*** EXTRACTED MATERIAL ***

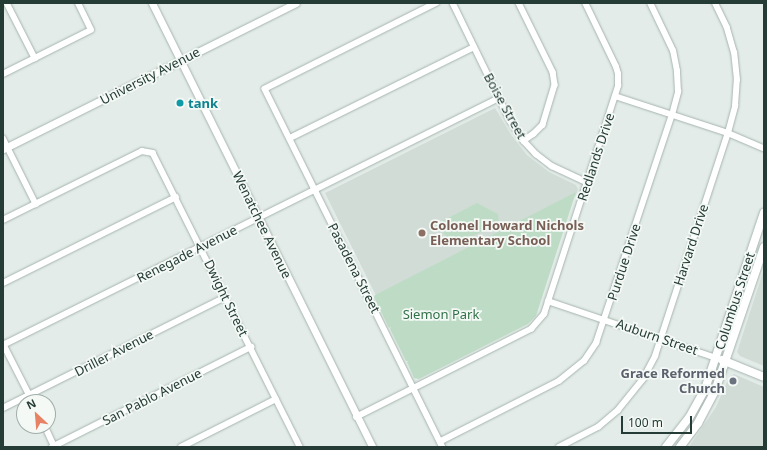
<!DOCTYPE html>
<style>
body{margin:0}
#map{position:relative;width:767px;height:450px;overflow:hidden;background:#e3ece8;font-family:"Noto Sans",sans-serif}
div>[style]{position:absolute}
[style*='--x']{left:calc(var(--x)*1px);top:calc(var(--y)*1px);width:calc(var(--w)*1px);rotate:calc(var(--a)*1deg)}
.built>*{inset:0;background:#d2dcd7}
.green>*{inset:0;background:#bedcc5}
.roads{filter:drop-shadow(0 0 1px #a6b4af) drop-shadow(0 0 1px #a6b4af)}
.minor>*{height:5.5px;margin:-2.75px;padding:0 2.75px;transform-origin:2.75px;border-radius:2.75px;background:#fff}
.tertiary>*{height:7px;margin:-3.5px;padding:0 3.5px;transform-origin:3.5px;border-radius:3.5px;background:#fff}
.secondary>*{height:8px;margin:-4px;padding:0 4px;transform-origin:4px;border-radius:4px;background:#fff}
.dots>*{width:11px;height:11px;translate:-50% -50%;box-sizing:border-box;border:2px solid #f4f9f6;border-radius:50%}
span{translate:-50% -50%;white-space:nowrap;text-align:center;line-height:1.15;-webkit-text-stroke:3.5px #f4f9f6;paint-order:stroke}
.street-label{font-size:13px;color:#243c35}
.culture-label{font-size:13px;color:#0d838f;font-weight:700}
.left{translate:0 -50%;text-align:left}
.education-label{font-size:13px;color:#785e54;font-weight:700}
.park-label{font-size:13px;color:#317148}
.worship-label{font-size:13px;color:#5b616d;font-weight:700}
.right{translate:-100% -50%;text-align:right}
.frame{position:absolute;inset:0;border:4px solid #243c35;pointer-events:none}
.north{position:absolute;left:16px;top:394px;width:40px;height:40px;box-sizing:border-box;background:#f4f9f6;border:1px solid #a1ada9;border-radius:50%;rotate:334deg;font-size:11px;font-weight:700;line-height:16px;text-align:center;color:#243c35}
.north::after{content:'';display:block;margin:auto;width:14px;height:18px;background:#e88265;clip-path:polygon(50% 0,100% 100%,50% 72%,0 100%)}
.scale{position:absolute;left:621px;top:416px;width:71px;height:18px;box-sizing:border-box;border:2px solid #243c35;border-top:0;padding-left:5px;font-size:12px;line-height:14px;white-space:nowrap;color:#243c35;-webkit-text-stroke:3px #f4f9f6;paint-order:stroke}
</style>
<div id="map">
<div class="built">
<i style="clip-path:polygon(495px 108px,512px 136px,527px 155px,549px 172px,576px 185px,578px 189px,576px 195px,416px 376px,325px 193px)"></i>
<i style="clip-path:polygon(764px 269px,764px 366px,740px 356px,737px 352px)"></i>
<i style="clip-path:polygon(734px 374px,764px 387px,764px 447px,689px 447px,716px 407px,729px 377px)"></i>
</div>
<div class="green">
<i style="clip-path:polygon(576px 192px,536px 316px,528px 324px,419px 379px,414px 378px,407px 362px,408px 361px,406px 361px,390px 329px,391px 327px,389px 328px,374px 297px,375px 295px)"></i>
<i style="clip-path:polygon(477px 203px,498px 214px,499px 223px,451px 247px,441px 228px,442px 221px)"></i>
</div>
<div class="roads">
<div class="minor">
<i style="--x:7;--y:3;--w:62;--a:63"></i>
<i style="--x:437;--y:3;--w:192;--a:153.4"></i>
<i style="--x:265;--y:89;--w:400;--a:63.6"></i>
<i style="--x:453;--y:3;--w:132;--a:64"></i>
<i style="--x:511;--y:122;--w:23;--a:56"></i>
<i style="--x:524;--y:141;--w:18;--a:47"></i>
<i style="--x:536;--y:154;--w:20;--a:37"></i>
<i style="--x:552;--y:166;--w:38;--a:25"></i>
<i style="--x:519;--y:3;--w:77;--a:63.8"></i>
<i style="--x:553;--y:72;--w:13;--a:81"></i>
<i style="--x:555;--y:85;--w:42;--a:106.7"></i>
<i style="--x:543;--y:125;--w:13;--a:135"></i>
<i style="--x:534;--y:134;--w:12;--a:145"></i>
<i style="--x:3;--y:74;--w:98;--a:-26.6"></i>
<i style="--x:91;--y:30;--w:30;--a:-116"></i>
<i style="--x:615;--y:96;--w:119;--a:18.1"></i>
<i style="--x:728;--y:133;--w:39;--a:23"></i>
<i style="--x:3;--y:138;--w:74;--a:63.4"></i>
<i style="--x:290;--y:138;--w:205;--a:-26.3"></i>
<i style="--x:3;--y:220;--w:155;--a:-26.4"></i>
<i style="--x:142;--y:151;--w:11;--a:10"></i>
<i style="--x:153;--y:153;--w:329;--a:63.4"></i>
<i style="--x:3;--y:283;--w:193;--a:-26.4"></i>
<i style="--x:548;--y:301;--w:177;--a:18.7"></i>
<i style="--x:3;--y:343;--w:66;--a:63"></i>
<i style="--x:3;--y:345;--w:554;--a:-26.47"></i>
<i style="--x:3;--y:408;--w:249;--a:-26.5"></i>
<i style="--x:356;--y:417;--w:196;--a:-26.7"></i>
<i style="--x:531;--y:329;--w:20;--a:-49"></i>
<i style="--x:544;--y:314;--w:240;--a:-72"></i>
<i style="--x:618;--y:86;--w:12;--a:-90"></i>
<i style="--x:618;--y:74;--w:7;--a:-106"></i>
<i style="--x:616;--y:67;--w:71;--a:-115.8"></i>
<i style="--x:45;--y:426;--w:23;--a:65"></i>
<i style="--x:441;--y:441;--w:132;--a:-27"></i>
<i style="--x:559;--y:381;--w:32;--a:-39"></i>
<i style="--x:584;--y:361;--w:22;--a:-56"></i>
<i style="--x:596;--y:343;--w:240;--a:-71.6"></i>
<i style="--x:672;--y:115;--w:24;--a:-75"></i>
<i style="--x:678;--y:92;--w:21;--a:-93"></i>
<i style="--x:677;--y:71;--w:20;--a:-101"></i>
<i style="--x:673;--y:51;--w:53;--a:-115.6"></i>
<i style="--x:52;--y:447;--w:223;--a:-26.7"></i>
<i style="--x:181;--y:447;--w:106;--a:-26.8"></i>
<i style="--x:559;--y:447;--w:44;--a:-27.1"></i>
<i style="--x:598;--y:427;--w:26;--a:-40"></i>
<i style="--x:618;--y:410;--w:40;--a:-51"></i>
<i style="--x:643;--y:379;--w:26;--a:-62"></i>
<i style="--x:655;--y:356;--w:235;--a:-71.9"></i>
<i style="--x:728;--y:133;--w:28;--a:-75"></i>
<i style="--x:735;--y:106;--w:26;--a:-86"></i>
<i style="--x:737;--y:80;--w:27;--a:-96"></i>
<i style="--x:734;--y:53;--w:26;--a:-106"></i>
<i style="--x:727;--y:28;--w:28;--a:-116"></i>
</div>
<div class="tertiary">
<i style="--x:152;--y:3;--w:496;--a:63.6"></i>
<i style="--x:3;--y:149;--w:327;--a:-26.5"></i>
</div>
<div class="secondary">
<i style="--x:722;--y:360;--w:45;--a:22"></i>
<i style="--x:666;--y:447;--w:37;--a:-52"></i>
<i style="--x:689;--y:418;--w:33;--a:-61"></i>
<i style="--x:705;--y:389;--w:186;--a:-71.5"></i>
<i style="--x:680;--y:447;--w:30;--a:-53"></i>
<i style="--x:698;--y:423;--w:36;--a:-62"></i>
<i style="--x:715;--y:391;--w:152;--a:-71.2"></i>
</div>
</div>
<div class="dots">
<i style="left:180px;top:103px;background:#0f9aa8"></i>
<i style="left:422px;top:233px;background:#8d6e63"></i>
<i style="left:733px;top:381px;background:#6b7280"></i>
</div>
<div class="street-label">
<span style="left:150px;top:76px;rotate:-27deg">University Avenue</span>
<span style="left:505px;top:106px;rotate:61deg">Boise Street</span>
<span style="left:596px;top:157px;rotate:-72deg">Redlands Drive</span>
<span style="left:262px;top:225px;rotate:64deg">Wenatchee Avenue</span>
<span style="left:691px;top:245px;rotate:-72deg">Harvard Drive</span>
<span style="left:187px;top:254px;rotate:-27deg">Renegade Avenue</span>
<span style="left:624px;top:262px;rotate:-72deg">Purdue Drive</span>
<span style="left:354px;top:268px;rotate:63deg">Pasadena Street</span>
<span style="left:226px;top:298px;rotate:64deg">Dwight Street</span>
<span style="left:735px;top:301px;rotate:-72deg">Columbus Street</span>
<span style="left:657px;top:337px;rotate:19deg">Auburn Street</span>
<span style="left:114px;top:353px;rotate:-27deg">Driller Avenue</span>
<span style="left:152px;top:397px;rotate:-27deg">San Pablo Avenue</span>
</div>
<div class="culture-label">
<span class="left" style="left:188px;top:103px">tank</span>
</div>
<div class="education-label">
<span class="left" style="left:430px;top:233px">Colonel Howard Nichols<br>Elementary School</span>
</div>
<div class="park-label">
<span style="left:441px;top:314px">Siemon Park</span>
</div>
<div class="worship-label">
<span class="right" style="left:725px;top:381px">Grace Reformed<br>Church</span>
</div>
<div class="frame"></div>
<div class="north">N</div>
<div class="scale">100 m</div>
</div>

*** End of EXTRACTED MATERIAL ***

> _WORK TO COMPLETE_
Nothing should appear in the reply except the lines from the start of the listing above through the line with "1px #a6b4af) drop-shadow(0", repeated exactly and free of pictures.

> _EXERCISE RESULT_
<!DOCTYPE html>
<style>
body{margin:0}
#map{position:relative;width:767px;height:450px;overflow:hidden;background:#e3ece8;font-family:"Noto Sans",sans-serif}
div>[style]{position:absolute}
[style*='--x']{left:calc(var(--x)*1px);top:calc(var(--y)*1px);width:calc(var(--w)*1px);rotate:calc(var(--a)*1deg)}
.built>*{inset:0;background:#d2dcd7}
.green>*{inset:0;background:#bedcc5}
.roads{filter:drop-shadow(0 0 1px #a6b4af) drop-shadow(0 0 1px #a6b4af)}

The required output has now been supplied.